→ PROBLEM DESCRIPTION:
Once you have read the entries, copy all of them exactly.

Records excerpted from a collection
□ □ □ □ □

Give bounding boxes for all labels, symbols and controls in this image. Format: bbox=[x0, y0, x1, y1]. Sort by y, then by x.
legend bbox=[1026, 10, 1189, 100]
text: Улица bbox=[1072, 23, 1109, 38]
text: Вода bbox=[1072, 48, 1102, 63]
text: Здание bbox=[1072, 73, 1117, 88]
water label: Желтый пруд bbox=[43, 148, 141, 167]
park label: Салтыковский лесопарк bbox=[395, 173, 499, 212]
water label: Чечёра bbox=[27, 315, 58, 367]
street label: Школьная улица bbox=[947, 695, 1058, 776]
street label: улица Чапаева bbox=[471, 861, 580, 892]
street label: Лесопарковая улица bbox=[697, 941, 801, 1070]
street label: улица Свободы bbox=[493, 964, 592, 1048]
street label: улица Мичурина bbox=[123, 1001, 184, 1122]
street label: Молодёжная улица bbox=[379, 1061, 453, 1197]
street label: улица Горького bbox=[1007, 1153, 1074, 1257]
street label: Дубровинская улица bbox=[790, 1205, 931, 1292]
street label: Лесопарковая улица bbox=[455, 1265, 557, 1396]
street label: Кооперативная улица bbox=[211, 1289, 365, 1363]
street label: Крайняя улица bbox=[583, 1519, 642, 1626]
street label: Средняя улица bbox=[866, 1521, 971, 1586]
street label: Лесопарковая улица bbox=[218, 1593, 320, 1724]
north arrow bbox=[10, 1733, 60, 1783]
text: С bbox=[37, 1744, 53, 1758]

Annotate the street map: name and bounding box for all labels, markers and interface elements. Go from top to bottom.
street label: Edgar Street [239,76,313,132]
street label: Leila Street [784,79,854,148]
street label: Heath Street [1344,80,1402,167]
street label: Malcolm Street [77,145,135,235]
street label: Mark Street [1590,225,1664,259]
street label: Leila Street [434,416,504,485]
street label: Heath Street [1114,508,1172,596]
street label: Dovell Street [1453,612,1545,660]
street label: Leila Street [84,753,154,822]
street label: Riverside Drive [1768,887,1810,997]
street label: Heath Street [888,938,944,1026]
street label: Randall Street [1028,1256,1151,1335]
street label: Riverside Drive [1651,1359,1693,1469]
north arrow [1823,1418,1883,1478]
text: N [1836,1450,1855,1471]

□ □ □ □ □

→ RESULT OF THIS EXERCISE:
Give bounding boxes for all labels, symbols and controls in this image. Format: bbox=[x0, y0, x1, y1]. Sort by y, then by x.
legend bbox=[1026, 10, 1189, 100]
text: Улица bbox=[1072, 23, 1109, 38]
text: Вода bbox=[1072, 48, 1102, 63]
text: Здание bbox=[1072, 73, 1117, 88]
water label: Желтый пруд bbox=[43, 148, 141, 167]
park label: Салтыковский лесопарк bbox=[395, 173, 499, 212]
water label: Чечёра bbox=[27, 315, 58, 367]
street label: Школьная улица bbox=[947, 695, 1058, 776]
street label: улица Чапаева bbox=[471, 861, 580, 892]
street label: Лесопарковая улица bbox=[697, 941, 801, 1070]
street label: улица Свободы bbox=[493, 964, 592, 1048]
street label: улица Мичурина bbox=[123, 1001, 184, 1122]
street label: Молодёжная улица bbox=[379, 1061, 453, 1197]
street label: улица Горького bbox=[1007, 1153, 1074, 1257]
street label: Дубровинская улица bbox=[790, 1205, 931, 1292]
street label: Лесопарковая улица bbox=[455, 1265, 557, 1396]
street label: Кооперативная улица bbox=[211, 1289, 365, 1363]
street label: Крайняя улица bbox=[583, 1519, 642, 1626]
street label: Средняя улица bbox=[866, 1521, 971, 1586]
street label: Лесопарковая улица bbox=[218, 1593, 320, 1724]
north arrow bbox=[10, 1733, 60, 1783]
text: С bbox=[37, 1744, 53, 1758]

Annotate the street map: name and bounding box for all labels, markers and interface elements. Go from top to bottom.
street label: Edgar Street [239,76,313,132]
street label: Leila Street [784,79,854,148]
street label: Heath Street [1344,80,1402,167]
street label: Malcolm Street [77,145,135,235]
street label: Mark Street [1590,225,1664,259]
street label: Leila Street [434,416,504,485]
street label: Heath Street [1114,508,1172,596]
street label: Dovell Street [1453,612,1545,660]
street label: Leila Street [84,753,154,822]
street label: Riverside Drive [1768,887,1810,997]
street label: Heath Street [888,938,944,1026]
street label: Randall Street [1028,1256,1151,1335]
street label: Riverside Drive [1651,1359,1693,1469]
north arrow [1823,1418,1883,1478]
text: N [1836,1450,1855,1471]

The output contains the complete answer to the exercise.